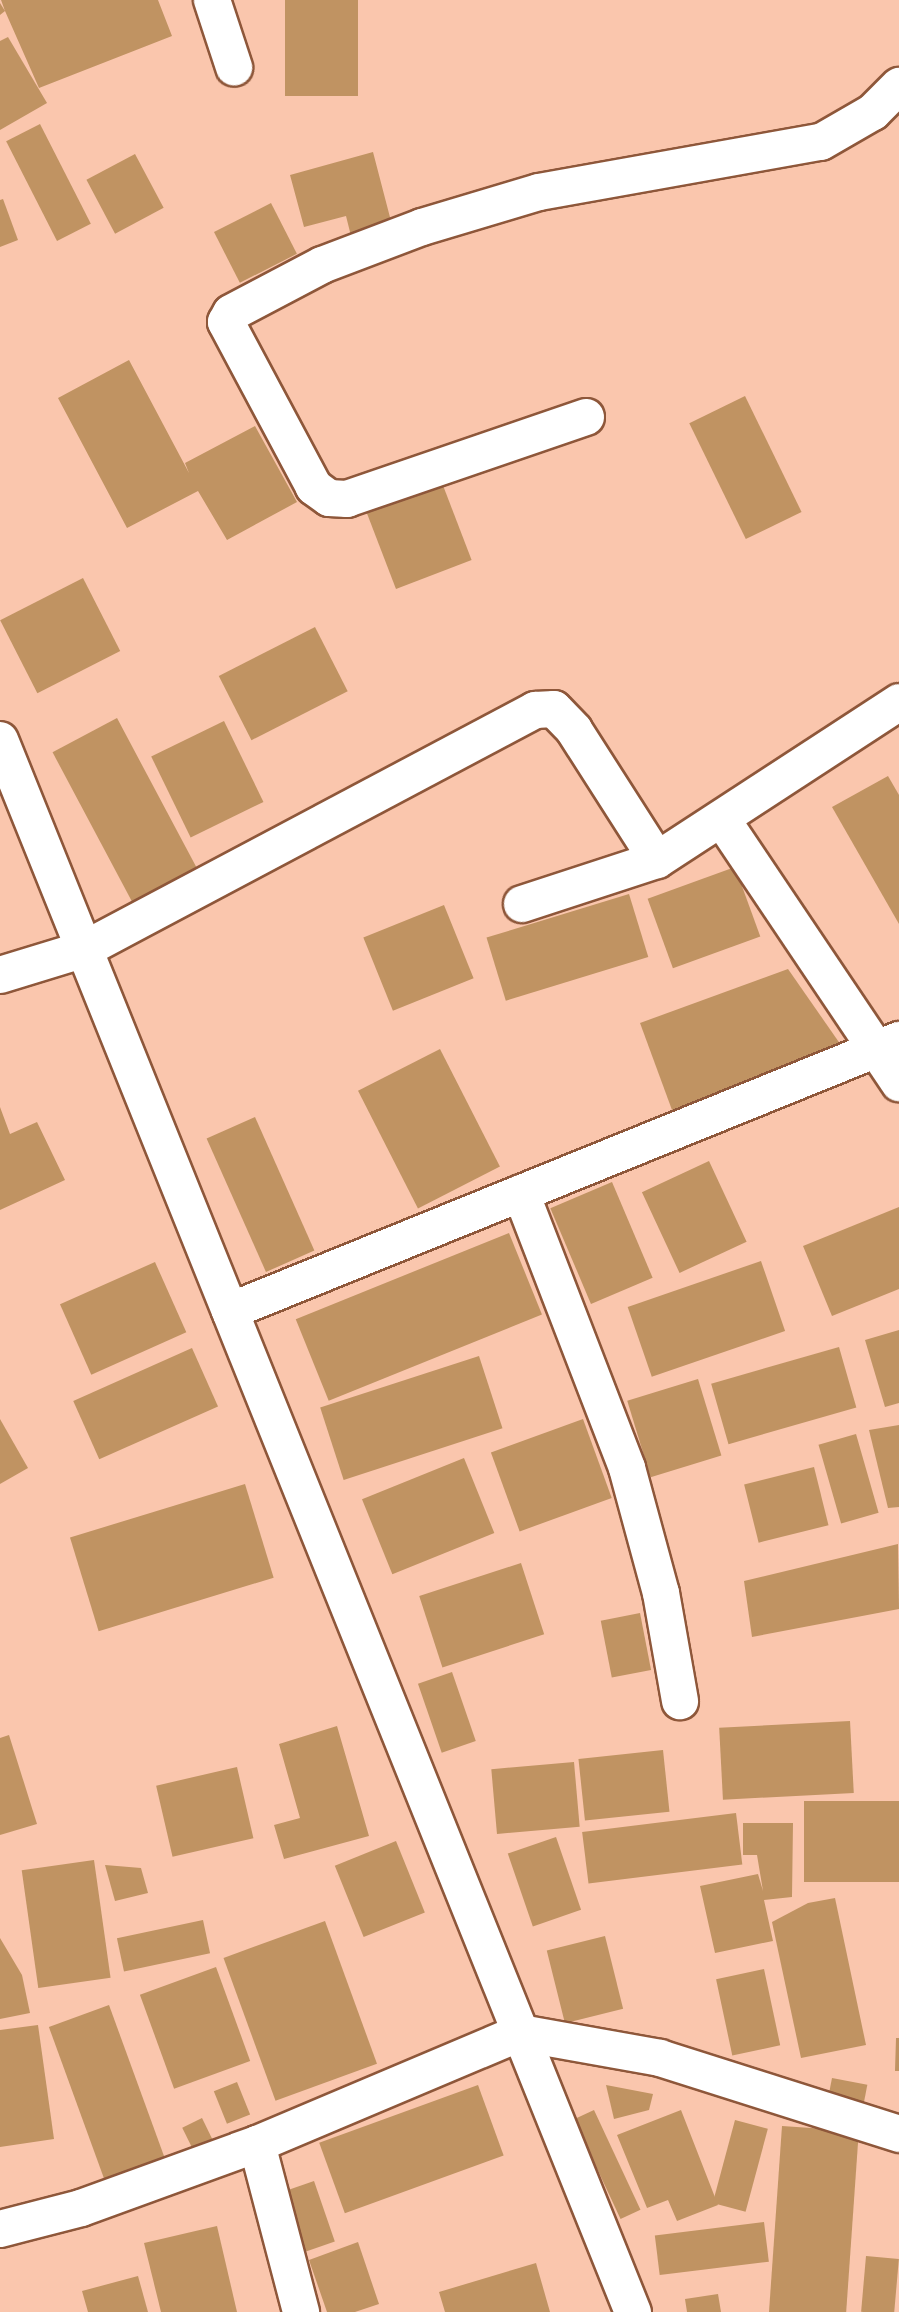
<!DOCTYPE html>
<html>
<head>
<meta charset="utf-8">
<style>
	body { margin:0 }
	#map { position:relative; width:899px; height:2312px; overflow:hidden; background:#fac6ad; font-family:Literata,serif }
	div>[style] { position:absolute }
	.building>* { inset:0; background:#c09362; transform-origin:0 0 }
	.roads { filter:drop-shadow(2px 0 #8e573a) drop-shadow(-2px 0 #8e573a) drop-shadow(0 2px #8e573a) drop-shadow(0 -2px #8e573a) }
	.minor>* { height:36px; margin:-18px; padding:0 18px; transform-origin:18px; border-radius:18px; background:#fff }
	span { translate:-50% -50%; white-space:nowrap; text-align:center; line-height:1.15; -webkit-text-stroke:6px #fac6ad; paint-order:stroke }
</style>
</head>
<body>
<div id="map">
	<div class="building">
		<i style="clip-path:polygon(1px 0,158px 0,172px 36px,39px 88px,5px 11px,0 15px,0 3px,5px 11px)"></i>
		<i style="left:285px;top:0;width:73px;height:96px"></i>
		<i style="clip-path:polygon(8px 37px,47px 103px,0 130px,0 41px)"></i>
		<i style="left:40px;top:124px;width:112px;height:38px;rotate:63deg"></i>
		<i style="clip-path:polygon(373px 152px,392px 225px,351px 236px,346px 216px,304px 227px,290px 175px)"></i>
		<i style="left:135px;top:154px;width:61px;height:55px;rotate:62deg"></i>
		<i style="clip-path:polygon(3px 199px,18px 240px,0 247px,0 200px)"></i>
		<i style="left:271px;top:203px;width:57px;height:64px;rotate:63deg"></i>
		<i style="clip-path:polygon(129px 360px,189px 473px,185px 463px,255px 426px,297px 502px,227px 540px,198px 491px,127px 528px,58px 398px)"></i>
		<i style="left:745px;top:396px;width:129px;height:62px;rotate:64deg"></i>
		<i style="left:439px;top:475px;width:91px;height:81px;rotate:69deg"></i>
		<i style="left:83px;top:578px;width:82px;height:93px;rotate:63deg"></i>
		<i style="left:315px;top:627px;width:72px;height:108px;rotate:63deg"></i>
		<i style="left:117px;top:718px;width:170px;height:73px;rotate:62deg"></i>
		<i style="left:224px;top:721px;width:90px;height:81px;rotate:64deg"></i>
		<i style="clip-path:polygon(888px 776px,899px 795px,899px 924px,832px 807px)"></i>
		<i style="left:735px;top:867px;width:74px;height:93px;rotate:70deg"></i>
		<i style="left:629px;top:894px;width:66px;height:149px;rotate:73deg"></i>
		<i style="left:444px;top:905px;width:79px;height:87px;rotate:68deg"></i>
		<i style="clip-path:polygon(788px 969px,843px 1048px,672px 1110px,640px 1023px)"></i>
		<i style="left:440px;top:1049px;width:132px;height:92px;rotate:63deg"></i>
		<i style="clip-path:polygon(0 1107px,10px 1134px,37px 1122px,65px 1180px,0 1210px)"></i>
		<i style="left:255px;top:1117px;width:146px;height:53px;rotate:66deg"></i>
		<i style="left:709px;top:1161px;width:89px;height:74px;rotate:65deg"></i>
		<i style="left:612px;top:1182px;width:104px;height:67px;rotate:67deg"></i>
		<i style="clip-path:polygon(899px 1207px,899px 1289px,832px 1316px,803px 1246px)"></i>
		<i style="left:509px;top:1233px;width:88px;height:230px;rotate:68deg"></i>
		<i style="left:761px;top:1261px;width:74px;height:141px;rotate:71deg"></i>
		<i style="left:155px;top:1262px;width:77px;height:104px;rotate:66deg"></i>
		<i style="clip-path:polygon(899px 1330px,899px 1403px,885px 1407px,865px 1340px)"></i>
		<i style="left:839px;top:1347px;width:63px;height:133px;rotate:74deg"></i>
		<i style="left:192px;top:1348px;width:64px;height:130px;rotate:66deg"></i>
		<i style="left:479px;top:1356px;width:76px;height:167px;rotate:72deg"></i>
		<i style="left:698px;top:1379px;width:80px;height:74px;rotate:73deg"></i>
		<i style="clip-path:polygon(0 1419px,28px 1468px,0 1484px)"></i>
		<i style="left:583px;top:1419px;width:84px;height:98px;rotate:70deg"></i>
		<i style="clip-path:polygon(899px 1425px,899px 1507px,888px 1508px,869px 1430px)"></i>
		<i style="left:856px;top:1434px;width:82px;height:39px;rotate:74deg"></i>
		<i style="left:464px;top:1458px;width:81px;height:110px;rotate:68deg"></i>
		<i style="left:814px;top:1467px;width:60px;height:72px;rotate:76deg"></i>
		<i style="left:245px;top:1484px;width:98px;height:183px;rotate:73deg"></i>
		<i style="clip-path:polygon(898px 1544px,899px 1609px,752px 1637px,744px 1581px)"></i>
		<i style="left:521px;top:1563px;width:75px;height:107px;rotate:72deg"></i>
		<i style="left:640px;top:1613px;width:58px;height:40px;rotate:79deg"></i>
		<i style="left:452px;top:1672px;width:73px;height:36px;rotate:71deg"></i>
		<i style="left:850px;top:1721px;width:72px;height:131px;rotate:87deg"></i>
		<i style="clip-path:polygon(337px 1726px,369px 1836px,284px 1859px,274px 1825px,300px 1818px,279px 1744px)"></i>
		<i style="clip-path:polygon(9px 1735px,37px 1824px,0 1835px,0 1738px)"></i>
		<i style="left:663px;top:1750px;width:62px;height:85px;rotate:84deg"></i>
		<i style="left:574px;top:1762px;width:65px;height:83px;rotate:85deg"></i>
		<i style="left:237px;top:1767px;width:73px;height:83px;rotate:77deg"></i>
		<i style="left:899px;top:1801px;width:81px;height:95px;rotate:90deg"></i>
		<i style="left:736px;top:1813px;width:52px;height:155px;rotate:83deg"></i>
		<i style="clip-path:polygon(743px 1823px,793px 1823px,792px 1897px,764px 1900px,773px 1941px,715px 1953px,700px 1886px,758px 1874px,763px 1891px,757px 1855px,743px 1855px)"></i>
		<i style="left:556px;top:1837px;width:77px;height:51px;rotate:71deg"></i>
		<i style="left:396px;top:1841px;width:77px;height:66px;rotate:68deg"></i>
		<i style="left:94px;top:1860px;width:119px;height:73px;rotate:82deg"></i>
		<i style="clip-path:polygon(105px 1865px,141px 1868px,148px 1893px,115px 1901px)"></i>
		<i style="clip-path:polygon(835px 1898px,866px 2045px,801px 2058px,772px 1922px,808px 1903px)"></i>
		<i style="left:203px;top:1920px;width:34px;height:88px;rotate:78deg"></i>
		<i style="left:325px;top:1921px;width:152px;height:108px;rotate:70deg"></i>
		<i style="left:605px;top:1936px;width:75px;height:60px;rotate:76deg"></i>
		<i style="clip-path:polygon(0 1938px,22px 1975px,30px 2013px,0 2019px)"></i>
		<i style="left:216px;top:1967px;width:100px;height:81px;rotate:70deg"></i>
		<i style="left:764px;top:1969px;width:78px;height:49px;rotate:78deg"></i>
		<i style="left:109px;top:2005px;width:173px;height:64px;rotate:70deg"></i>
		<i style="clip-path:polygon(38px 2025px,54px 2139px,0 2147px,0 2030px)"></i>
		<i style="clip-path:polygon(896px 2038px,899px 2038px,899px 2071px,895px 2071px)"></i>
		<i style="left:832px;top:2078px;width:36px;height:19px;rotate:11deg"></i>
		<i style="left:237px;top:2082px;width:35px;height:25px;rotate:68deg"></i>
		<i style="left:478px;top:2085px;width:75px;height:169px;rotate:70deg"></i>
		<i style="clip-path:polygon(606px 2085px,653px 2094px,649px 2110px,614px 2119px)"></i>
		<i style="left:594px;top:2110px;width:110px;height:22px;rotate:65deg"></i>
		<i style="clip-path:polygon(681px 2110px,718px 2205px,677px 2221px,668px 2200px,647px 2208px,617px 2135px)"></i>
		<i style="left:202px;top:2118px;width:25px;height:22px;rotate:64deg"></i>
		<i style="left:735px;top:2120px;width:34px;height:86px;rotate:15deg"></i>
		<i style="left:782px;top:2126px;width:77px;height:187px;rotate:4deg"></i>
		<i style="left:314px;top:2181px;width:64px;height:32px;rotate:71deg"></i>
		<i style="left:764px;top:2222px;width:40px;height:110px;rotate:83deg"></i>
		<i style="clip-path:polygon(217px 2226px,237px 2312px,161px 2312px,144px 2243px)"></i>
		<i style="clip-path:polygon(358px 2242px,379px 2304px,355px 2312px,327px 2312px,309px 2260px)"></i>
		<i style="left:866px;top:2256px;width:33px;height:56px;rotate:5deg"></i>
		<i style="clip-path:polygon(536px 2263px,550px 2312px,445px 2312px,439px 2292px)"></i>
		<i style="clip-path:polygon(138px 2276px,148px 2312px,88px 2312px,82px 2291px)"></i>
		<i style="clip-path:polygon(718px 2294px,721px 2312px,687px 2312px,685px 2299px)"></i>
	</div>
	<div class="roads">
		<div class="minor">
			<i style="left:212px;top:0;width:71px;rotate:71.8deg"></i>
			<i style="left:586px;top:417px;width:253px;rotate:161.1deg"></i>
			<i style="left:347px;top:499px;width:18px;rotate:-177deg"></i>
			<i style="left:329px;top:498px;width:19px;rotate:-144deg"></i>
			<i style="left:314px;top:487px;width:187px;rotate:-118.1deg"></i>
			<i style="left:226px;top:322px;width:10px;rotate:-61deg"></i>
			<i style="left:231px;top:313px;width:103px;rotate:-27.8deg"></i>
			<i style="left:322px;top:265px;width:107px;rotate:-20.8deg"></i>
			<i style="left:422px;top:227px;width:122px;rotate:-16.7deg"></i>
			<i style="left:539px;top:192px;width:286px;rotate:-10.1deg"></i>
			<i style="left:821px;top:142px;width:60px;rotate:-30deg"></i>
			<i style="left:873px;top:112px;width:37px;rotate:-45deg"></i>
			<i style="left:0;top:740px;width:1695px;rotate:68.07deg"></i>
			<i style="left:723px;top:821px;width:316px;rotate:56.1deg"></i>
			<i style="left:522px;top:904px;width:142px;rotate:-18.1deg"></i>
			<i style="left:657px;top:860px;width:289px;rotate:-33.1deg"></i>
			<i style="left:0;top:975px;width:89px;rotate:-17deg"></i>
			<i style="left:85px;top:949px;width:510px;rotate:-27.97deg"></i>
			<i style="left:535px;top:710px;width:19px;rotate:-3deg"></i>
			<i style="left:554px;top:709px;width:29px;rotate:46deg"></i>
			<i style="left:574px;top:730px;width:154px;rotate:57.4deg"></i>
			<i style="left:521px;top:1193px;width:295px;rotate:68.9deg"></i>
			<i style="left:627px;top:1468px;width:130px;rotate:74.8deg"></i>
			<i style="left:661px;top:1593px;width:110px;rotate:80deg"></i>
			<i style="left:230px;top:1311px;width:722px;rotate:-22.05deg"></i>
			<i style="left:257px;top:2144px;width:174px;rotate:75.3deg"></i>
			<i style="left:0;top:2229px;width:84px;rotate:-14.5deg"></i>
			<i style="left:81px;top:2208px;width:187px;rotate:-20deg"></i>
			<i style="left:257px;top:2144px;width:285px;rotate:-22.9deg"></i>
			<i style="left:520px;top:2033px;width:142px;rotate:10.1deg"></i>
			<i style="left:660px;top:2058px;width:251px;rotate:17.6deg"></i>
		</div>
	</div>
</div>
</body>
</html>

----

Required work -> Reproduce only the lines from the beginning of the data through the line that contains "filter:drop-shadow(2px 0 #8e573a)", both included, and please drop the pictures.

Answer ->
<!DOCTYPE html>
<html>
<head>
<meta charset="utf-8">
<style>
	body { margin:0 }
	#map { position:relative; width:899px; height:2312px; overflow:hidden; background:#fac6ad; font-family:Literata,serif }
	div>[style] { position:absolute }
	.building>* { inset:0; background:#c09362; transform-origin:0 0 }
	.roads { filter:drop-shadow(2px 0 #8e573a) drop-shadow(-2px 0 #8e573a) drop-shadow(0 2px #8e573a) drop-shadow(0 -2px #8e573a) }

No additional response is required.